═══ DATA PROVIDED

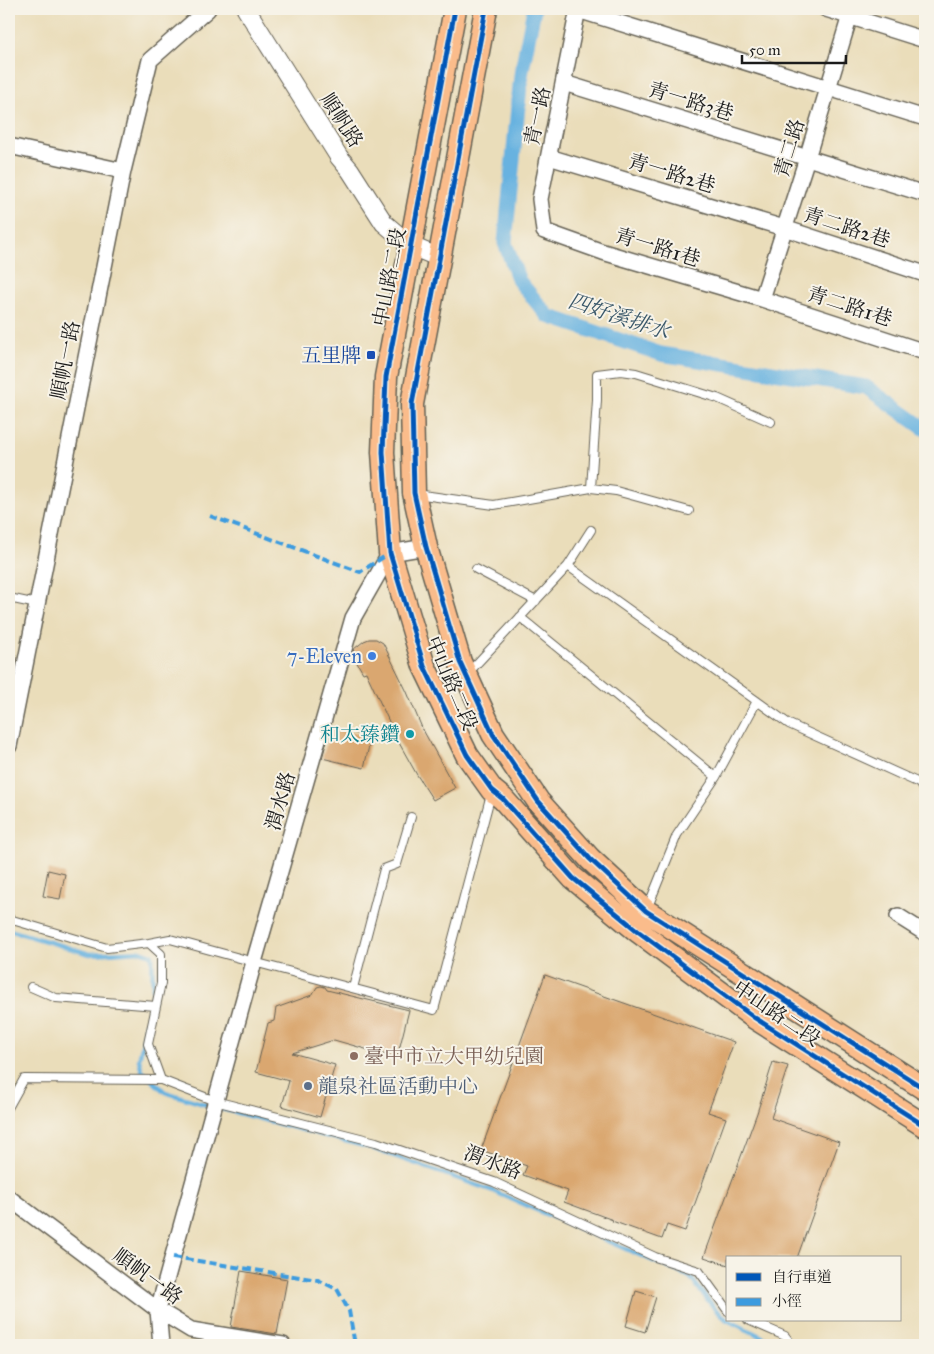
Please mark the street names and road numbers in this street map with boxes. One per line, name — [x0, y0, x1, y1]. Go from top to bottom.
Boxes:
street label: 青一路3巷 — [645, 77, 737, 125]
street label: 青一路 — [519, 84, 555, 148]
street label: 順帆路 — [316, 88, 368, 152]
street label: 青二路 — [769, 116, 809, 180]
street label: 青一路2巷 — [626, 148, 718, 198]
street label: 青二路2巷 — [801, 202, 893, 252]
street label: 青一路1巷 — [612, 223, 704, 271]
street label: 中山路二段 — [368, 226, 410, 328]
street label: 青二路1巷 — [804, 281, 896, 331]
street label: 順帆一路 — [46, 318, 84, 402]
street label: 中山路二段 — [421, 632, 483, 734]
street label: 渭水路 — [260, 769, 300, 833]
street label: 中山路二段 — [729, 975, 825, 1051]
street label: 渭水路 — [461, 1140, 525, 1184]
street label: 順帆一路 — [109, 1243, 187, 1309]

══════

- [DIRECTIONS FOR THIS TASK]:
An exact transcription of the records above is needed, with no pictures included.

- [WORKED SOLUTION]:
Please mark the street names and road numbers in this street map with boxes. One per line, name — [x0, y0, x1, y1]. Go from top to bottom.
Boxes:
street label: 青一路3巷 — [645, 77, 737, 125]
street label: 青一路 — [519, 84, 555, 148]
street label: 順帆路 — [316, 88, 368, 152]
street label: 青二路 — [769, 116, 809, 180]
street label: 青一路2巷 — [626, 148, 718, 198]
street label: 青二路2巷 — [801, 202, 893, 252]
street label: 青一路1巷 — [612, 223, 704, 271]
street label: 中山路二段 — [368, 226, 410, 328]
street label: 青二路1巷 — [804, 281, 896, 331]
street label: 順帆一路 — [46, 318, 84, 402]
street label: 中山路二段 — [421, 632, 483, 734]
street label: 渭水路 — [260, 769, 300, 833]
street label: 中山路二段 — [729, 975, 825, 1051]
street label: 渭水路 — [461, 1140, 525, 1184]
street label: 順帆一路 — [109, 1243, 187, 1309]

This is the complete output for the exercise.